(Stored items)
________________

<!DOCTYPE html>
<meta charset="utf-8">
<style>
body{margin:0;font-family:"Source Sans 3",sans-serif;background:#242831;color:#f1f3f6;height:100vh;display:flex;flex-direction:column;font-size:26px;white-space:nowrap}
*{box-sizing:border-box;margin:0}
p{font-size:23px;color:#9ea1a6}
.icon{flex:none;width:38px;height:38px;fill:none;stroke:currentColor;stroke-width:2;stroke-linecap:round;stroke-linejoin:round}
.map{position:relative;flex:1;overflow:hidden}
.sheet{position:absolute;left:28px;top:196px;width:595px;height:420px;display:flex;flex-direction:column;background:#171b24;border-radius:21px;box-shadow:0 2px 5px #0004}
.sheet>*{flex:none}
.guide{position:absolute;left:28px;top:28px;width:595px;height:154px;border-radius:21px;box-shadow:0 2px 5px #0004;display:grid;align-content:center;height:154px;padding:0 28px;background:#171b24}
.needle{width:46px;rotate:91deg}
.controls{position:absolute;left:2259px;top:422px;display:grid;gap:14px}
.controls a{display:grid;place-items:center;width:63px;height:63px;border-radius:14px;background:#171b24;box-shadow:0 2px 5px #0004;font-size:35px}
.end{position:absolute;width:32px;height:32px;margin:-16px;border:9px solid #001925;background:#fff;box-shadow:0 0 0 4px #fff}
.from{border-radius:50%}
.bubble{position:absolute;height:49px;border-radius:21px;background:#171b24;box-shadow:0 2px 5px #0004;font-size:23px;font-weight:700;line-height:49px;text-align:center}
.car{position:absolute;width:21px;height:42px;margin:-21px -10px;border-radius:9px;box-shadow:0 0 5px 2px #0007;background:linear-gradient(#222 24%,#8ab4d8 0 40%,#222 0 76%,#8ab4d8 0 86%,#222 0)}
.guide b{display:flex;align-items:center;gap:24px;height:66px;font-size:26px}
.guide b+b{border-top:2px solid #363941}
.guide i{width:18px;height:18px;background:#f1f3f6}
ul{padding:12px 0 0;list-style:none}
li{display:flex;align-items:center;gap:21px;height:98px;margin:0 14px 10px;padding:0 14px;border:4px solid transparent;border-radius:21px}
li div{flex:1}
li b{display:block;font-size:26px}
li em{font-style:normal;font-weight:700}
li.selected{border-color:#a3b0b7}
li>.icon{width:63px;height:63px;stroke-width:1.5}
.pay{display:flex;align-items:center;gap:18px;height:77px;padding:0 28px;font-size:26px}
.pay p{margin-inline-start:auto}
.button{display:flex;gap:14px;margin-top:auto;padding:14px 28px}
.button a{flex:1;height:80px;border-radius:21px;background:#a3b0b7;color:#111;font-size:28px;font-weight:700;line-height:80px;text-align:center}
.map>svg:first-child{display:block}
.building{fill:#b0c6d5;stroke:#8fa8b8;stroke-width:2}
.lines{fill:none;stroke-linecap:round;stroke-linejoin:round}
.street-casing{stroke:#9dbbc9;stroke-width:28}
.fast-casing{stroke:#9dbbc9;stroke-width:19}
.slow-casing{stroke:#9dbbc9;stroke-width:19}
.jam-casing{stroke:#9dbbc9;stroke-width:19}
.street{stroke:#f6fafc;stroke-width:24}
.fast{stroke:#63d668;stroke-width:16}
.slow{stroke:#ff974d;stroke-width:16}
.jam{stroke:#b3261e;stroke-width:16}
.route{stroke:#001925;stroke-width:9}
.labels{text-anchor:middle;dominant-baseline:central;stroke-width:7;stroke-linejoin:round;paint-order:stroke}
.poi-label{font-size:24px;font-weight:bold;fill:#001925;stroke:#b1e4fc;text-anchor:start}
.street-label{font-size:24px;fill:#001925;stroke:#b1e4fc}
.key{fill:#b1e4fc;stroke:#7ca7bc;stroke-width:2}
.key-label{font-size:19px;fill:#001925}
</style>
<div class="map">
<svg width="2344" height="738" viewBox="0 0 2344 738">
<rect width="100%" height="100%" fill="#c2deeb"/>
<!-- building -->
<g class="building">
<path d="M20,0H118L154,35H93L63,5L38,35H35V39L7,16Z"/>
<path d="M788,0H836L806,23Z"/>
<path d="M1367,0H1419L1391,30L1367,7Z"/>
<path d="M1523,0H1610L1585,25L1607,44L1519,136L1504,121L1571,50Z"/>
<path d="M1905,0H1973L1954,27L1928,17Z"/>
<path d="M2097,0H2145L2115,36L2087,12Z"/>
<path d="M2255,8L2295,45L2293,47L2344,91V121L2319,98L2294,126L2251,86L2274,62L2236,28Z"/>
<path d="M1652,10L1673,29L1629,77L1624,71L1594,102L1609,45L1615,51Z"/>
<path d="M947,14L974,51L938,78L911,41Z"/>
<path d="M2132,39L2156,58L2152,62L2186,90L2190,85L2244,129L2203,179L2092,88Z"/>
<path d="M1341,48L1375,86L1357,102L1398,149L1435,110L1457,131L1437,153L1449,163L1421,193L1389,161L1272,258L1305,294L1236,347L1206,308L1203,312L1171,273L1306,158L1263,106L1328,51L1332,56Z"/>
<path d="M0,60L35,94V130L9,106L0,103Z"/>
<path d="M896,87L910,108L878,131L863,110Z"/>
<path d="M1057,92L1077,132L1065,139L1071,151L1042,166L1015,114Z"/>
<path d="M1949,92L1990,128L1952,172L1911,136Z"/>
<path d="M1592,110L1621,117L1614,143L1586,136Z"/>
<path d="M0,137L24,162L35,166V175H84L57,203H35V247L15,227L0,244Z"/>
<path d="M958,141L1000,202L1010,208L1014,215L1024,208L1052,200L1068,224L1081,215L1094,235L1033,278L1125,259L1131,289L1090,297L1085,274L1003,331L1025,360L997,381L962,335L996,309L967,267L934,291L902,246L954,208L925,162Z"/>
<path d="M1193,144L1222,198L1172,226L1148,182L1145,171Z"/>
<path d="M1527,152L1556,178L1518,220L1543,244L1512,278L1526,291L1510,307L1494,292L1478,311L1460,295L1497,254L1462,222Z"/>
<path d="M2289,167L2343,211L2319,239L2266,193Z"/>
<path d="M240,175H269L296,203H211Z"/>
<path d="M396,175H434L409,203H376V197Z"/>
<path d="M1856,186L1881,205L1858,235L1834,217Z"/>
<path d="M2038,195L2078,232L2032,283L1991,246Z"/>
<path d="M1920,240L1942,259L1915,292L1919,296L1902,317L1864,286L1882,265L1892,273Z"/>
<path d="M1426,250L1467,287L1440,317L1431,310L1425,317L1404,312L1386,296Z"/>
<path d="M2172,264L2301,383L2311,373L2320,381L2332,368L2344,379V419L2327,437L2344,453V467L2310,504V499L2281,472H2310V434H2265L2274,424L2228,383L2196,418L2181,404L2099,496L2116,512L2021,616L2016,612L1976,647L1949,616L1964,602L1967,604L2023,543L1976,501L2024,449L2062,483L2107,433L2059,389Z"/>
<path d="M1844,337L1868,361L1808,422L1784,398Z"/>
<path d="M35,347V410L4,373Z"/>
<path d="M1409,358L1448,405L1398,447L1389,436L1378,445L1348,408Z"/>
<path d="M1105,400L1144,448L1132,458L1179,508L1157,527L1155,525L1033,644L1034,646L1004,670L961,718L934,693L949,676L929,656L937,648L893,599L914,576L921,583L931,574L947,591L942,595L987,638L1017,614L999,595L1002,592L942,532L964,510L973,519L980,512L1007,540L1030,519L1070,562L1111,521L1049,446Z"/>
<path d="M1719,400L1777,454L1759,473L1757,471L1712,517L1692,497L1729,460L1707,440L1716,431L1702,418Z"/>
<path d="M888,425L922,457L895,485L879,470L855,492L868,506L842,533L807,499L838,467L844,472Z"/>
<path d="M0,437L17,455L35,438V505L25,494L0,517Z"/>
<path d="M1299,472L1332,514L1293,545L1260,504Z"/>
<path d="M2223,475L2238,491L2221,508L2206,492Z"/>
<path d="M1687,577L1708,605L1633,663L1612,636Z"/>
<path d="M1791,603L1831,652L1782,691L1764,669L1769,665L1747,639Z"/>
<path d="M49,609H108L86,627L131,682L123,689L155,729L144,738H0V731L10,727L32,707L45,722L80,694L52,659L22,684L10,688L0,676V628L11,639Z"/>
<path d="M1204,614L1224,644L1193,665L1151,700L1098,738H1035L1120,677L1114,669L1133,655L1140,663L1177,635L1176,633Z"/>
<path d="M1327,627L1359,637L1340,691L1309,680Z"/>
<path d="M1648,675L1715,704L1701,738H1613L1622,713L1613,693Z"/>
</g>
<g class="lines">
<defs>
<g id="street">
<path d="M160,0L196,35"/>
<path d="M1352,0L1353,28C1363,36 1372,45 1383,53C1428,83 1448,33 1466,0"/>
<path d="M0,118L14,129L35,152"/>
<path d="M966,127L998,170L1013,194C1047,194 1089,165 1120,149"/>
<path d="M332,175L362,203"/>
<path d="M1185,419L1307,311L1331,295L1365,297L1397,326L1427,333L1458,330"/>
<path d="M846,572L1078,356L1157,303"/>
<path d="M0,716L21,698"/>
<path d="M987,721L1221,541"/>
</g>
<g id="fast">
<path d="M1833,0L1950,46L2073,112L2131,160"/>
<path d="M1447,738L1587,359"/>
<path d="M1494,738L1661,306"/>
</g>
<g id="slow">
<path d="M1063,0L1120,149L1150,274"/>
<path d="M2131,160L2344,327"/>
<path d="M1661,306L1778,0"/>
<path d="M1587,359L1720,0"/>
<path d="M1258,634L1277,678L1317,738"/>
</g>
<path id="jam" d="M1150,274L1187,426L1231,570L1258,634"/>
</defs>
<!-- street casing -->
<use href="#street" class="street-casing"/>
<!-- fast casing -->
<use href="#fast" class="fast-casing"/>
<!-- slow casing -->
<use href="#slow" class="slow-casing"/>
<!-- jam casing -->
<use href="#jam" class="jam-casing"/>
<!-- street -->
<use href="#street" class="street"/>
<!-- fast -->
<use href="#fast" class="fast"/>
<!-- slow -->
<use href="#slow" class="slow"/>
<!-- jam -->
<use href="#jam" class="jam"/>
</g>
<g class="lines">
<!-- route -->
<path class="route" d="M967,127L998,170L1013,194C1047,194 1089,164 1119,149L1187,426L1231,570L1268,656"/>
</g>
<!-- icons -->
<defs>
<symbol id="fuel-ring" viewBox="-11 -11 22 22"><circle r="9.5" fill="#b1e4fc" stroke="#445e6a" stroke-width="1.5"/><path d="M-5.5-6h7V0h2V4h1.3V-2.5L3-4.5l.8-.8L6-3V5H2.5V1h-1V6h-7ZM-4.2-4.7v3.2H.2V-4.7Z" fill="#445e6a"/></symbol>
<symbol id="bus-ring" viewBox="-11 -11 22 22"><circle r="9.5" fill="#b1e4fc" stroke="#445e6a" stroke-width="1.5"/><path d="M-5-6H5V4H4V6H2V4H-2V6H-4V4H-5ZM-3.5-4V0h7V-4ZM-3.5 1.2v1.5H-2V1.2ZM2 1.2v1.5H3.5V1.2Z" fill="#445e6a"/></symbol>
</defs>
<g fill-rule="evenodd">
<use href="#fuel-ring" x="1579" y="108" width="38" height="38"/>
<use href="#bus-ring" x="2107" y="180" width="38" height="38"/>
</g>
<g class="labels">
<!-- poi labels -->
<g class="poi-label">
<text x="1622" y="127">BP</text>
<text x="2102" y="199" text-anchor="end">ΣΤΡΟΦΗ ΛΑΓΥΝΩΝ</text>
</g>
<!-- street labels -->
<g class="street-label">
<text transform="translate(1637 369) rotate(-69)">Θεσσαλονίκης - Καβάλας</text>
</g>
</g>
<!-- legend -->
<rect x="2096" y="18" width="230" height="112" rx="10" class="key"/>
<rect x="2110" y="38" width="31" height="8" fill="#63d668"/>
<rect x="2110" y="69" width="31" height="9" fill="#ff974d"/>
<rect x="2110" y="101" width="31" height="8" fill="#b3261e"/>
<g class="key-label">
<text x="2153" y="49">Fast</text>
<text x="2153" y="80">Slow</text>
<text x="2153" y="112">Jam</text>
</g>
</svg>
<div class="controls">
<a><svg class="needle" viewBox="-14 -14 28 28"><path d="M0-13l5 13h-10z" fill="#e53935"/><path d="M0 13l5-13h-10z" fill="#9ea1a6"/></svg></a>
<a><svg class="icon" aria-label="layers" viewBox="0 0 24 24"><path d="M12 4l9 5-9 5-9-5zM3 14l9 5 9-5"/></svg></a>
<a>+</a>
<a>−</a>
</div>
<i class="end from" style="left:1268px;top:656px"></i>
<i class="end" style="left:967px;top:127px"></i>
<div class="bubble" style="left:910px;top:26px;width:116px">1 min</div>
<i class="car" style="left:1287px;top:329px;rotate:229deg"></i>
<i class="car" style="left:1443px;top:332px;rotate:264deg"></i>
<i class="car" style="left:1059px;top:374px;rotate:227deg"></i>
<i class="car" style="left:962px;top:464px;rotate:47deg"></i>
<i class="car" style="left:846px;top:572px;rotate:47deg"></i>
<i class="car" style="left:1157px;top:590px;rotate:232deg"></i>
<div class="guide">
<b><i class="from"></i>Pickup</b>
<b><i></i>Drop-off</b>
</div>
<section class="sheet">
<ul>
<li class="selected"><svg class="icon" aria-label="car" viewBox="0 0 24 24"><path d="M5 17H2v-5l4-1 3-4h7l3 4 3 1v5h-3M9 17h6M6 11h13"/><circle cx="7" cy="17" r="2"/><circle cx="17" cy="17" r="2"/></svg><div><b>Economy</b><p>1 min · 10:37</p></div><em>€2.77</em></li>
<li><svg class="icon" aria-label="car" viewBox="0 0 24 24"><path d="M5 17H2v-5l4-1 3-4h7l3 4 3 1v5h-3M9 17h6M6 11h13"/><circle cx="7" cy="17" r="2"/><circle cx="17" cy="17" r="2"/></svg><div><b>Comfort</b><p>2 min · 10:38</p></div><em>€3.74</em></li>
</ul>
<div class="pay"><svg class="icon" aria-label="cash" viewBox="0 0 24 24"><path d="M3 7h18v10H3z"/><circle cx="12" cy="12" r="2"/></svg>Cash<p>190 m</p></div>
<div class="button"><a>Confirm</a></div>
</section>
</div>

________________

### YOUR TASK:
Check each line of the data above for the string "bubble", then report how many lines have it, with no other words.

### REPLY TO THE TASK:
2